Niche asset classes have emerged under the private equity umbrella in recent years, providing a different option for investors that want not only PE exposure, but uncorrelated returns. Greg Winterton spoke to Jeff Collins, Partner at Cloverlay, to learn more about this part of the private markets world.

GW: Jeff, tell us about Cloverlay and its approach to private markets investing.

JC: Cloverlay accesses uncorrelated private equity returns through niche assets that are absent from their broader portfolios. We call them Adjacent Private Markets – intellectual property, obscure corners of litigation finance, media rights, aerial wildfire suppression, Broadway theatrical rights, and many others. They are all focused on emerging, uncorrelated sub-segments or in pockets of dislocation where most sources of private capital are not equipped to traffic. You won’t find them in a buyout fund, there are no public comps, and valuations are not based on EBITDA multiples

GW: What is the current level of penetration in some of these esoteric assets? Are we still at the beginning of the journey, or is it already reasonably mature?

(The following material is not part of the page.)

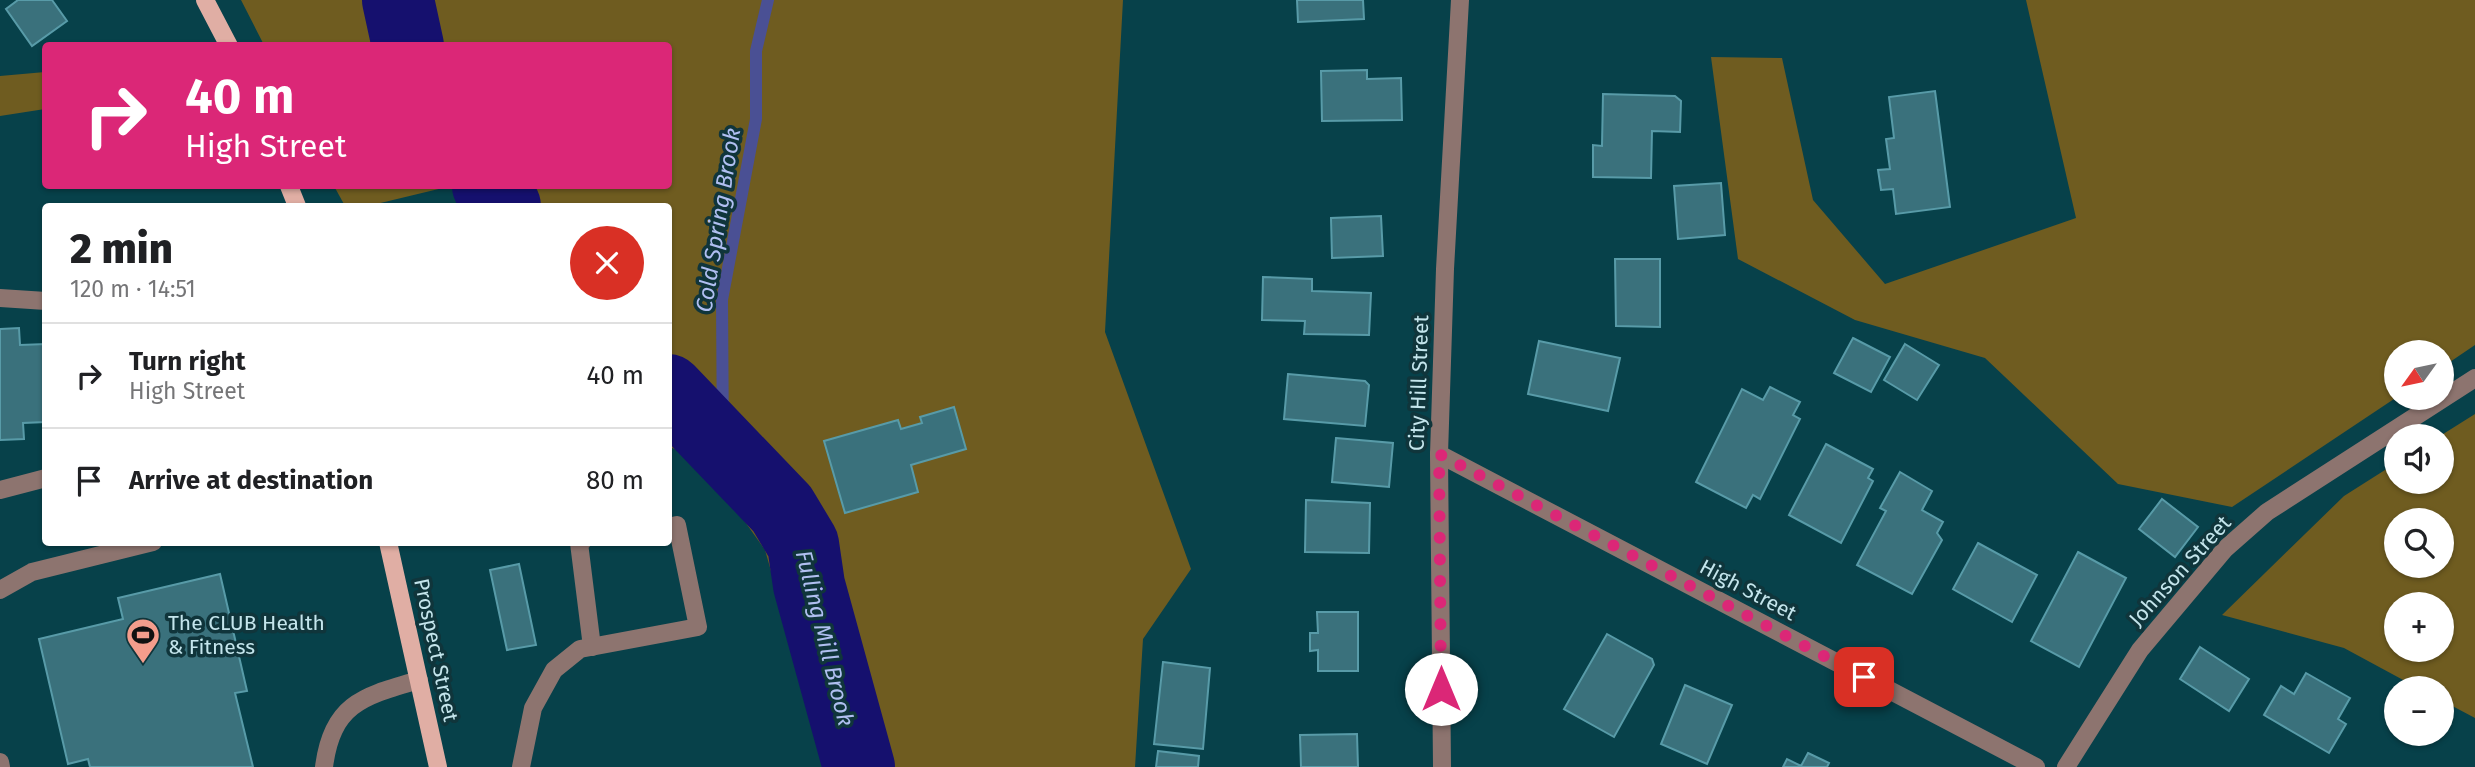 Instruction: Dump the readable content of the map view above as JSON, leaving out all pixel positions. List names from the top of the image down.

JC: Level of penetration is one question, but timing and velocity of capital might be the more determinant factors of returns in our target universe. Some segments are at the beginning of their journey, and others are more mature than most investors realize. A blessing of our strategy is that when we begin our work on any one segment or deal, the rest of the investment world is largely unaware that the opportunity even exists or is investable. The curse of our strategy is that any segment, once proven out, tends to attract new capital in huge volume and at an increasingly rapid rate, competing down returns from those same interesting assets.

There are numerous historical examples of niches that initially offered compelling multiple of capital opportunities but then quickly became overly competitive and no longer interesting to us from a return standpoint. Music publishing rights are a perfect example: Current valuations have roughly doubled in the last 10 years, as there are approximately 10 groups with more than $1bn of dry powder focused on the space.

Jeff Collins
Jeff Collins

Professional sports are an interesting current case study: Franchises and their related assets can be incredible platforms, and an ownership change in a high-profile league somewhere in the world seems to make headlines on a weekly basis. But not all franchises or leagues are created equal. What parts of professional sports are most accessible to private capital? European Football comes to mind, with effectively no barriers to entry other than check size. And if you would like to invest in Latin American Mixed Martial Arts, you can do that quite easily. But what parts of professional sports are not accessible and have ZERO institutional dollars invested, but should? The NFL and college football are great examples. The first-mover private equity group that can secure NFL approval as a minority owner or can successfully partner with a major university or conference to monetize their rights and IP will access an enormous and growing asset class at a price point that will be wholly unachievable to the followers in the coming years. We are seeing that first-hand, having invested $75m into the NBA, MLB, and NHL in the winter of 2020-21, immediately after private equity ownership was first approved when stadiums were still closed, and the future was very uncertain. Institutional penetration and velocity of capital into sports have only increased since that time.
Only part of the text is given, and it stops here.